Cheguei a Loulé numa manhã de sábado para o início do meu Tour de 5 dias em Loulé, e no 4º dia da minha digressão no Algarve. Fiquei, imediatamente, fascinado pela visão do Mercado de Loulé e suas cúpulas vermelhas brilhantes. Antes de parar aqui, continuei em direção ao mercado cigano de Loulé. O mercado cigano é realizado todos os sábados em frente ao Convento de Santo António. Se gosta de comprar pechinchas, este é o lugar ideal. Desde roupas usadas a joias feitas à mão, há uma infinidade de itens em oferta.

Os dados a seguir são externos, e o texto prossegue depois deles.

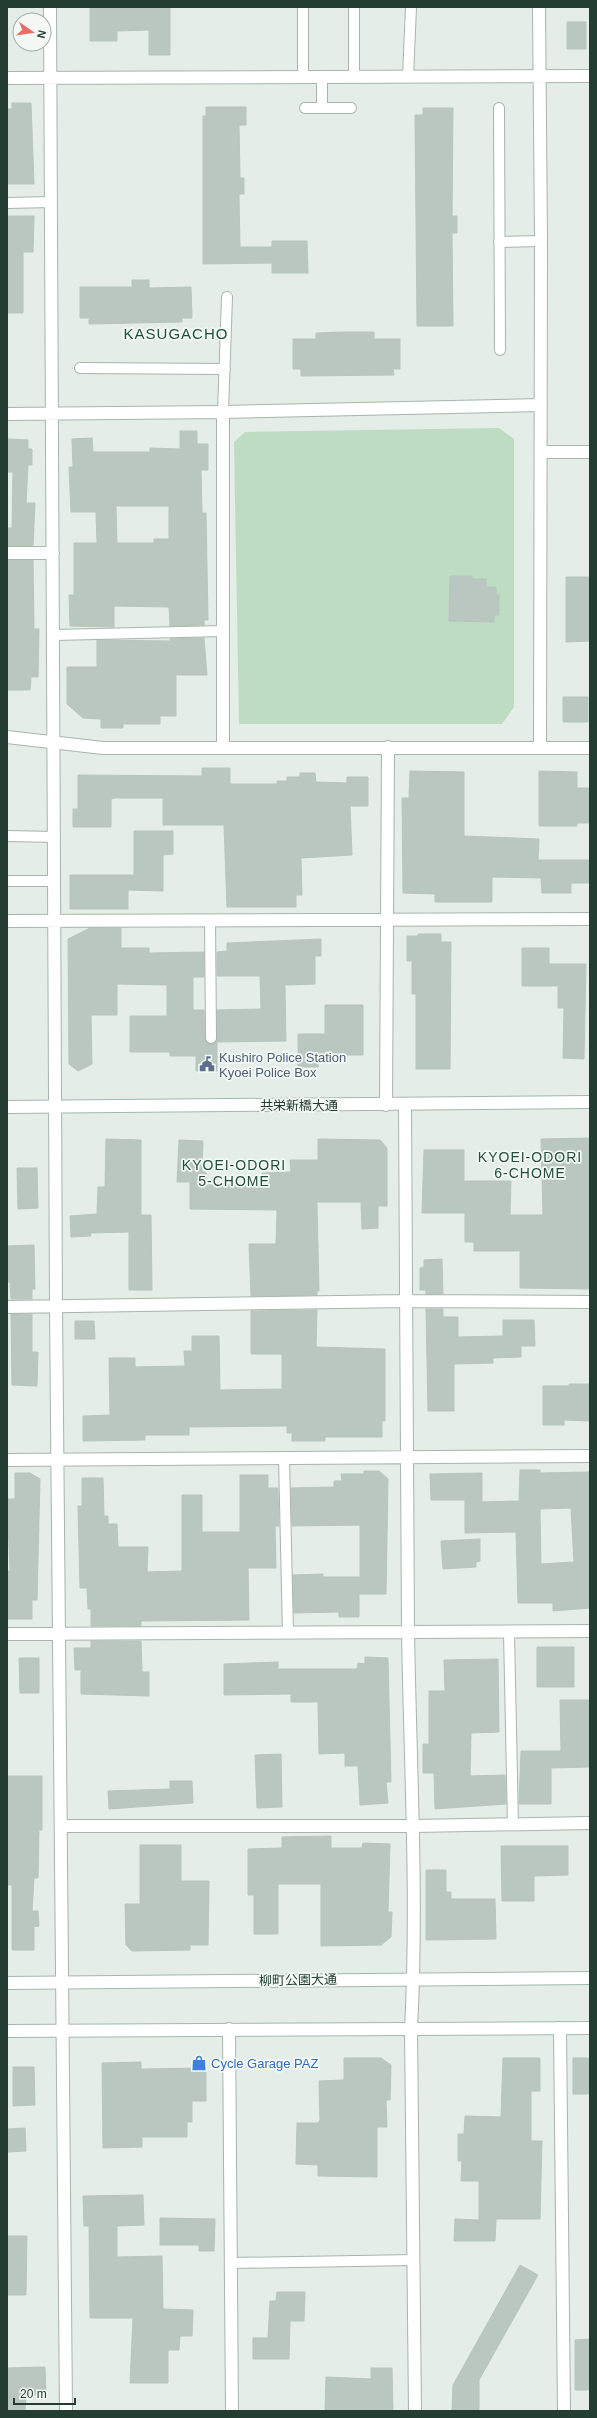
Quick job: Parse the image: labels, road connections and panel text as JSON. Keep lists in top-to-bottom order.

Saí da feira e depois de uma curta viagem estacionei o carro em frente ao Jardim Manuel de Arriaga, que está virado para o Loulé Jardim Hotel, onde passarei a noite. O nome "Jardim Hotel" parece apropriado à medida que se começa a perceber toda a vegetação existente no lobby. Há um vaso com plantas no chão perto do piano, enquanto um outro repousa sobre uma mesa, contrastando com o topo branco da mesma. Sou recebido pela equipa do hotel, que prontamente me direcciona para o quarto depois de fazer o check-in. Deixo a minha mala de roupas e levo apenas o essencial para explorar o resto da cidade.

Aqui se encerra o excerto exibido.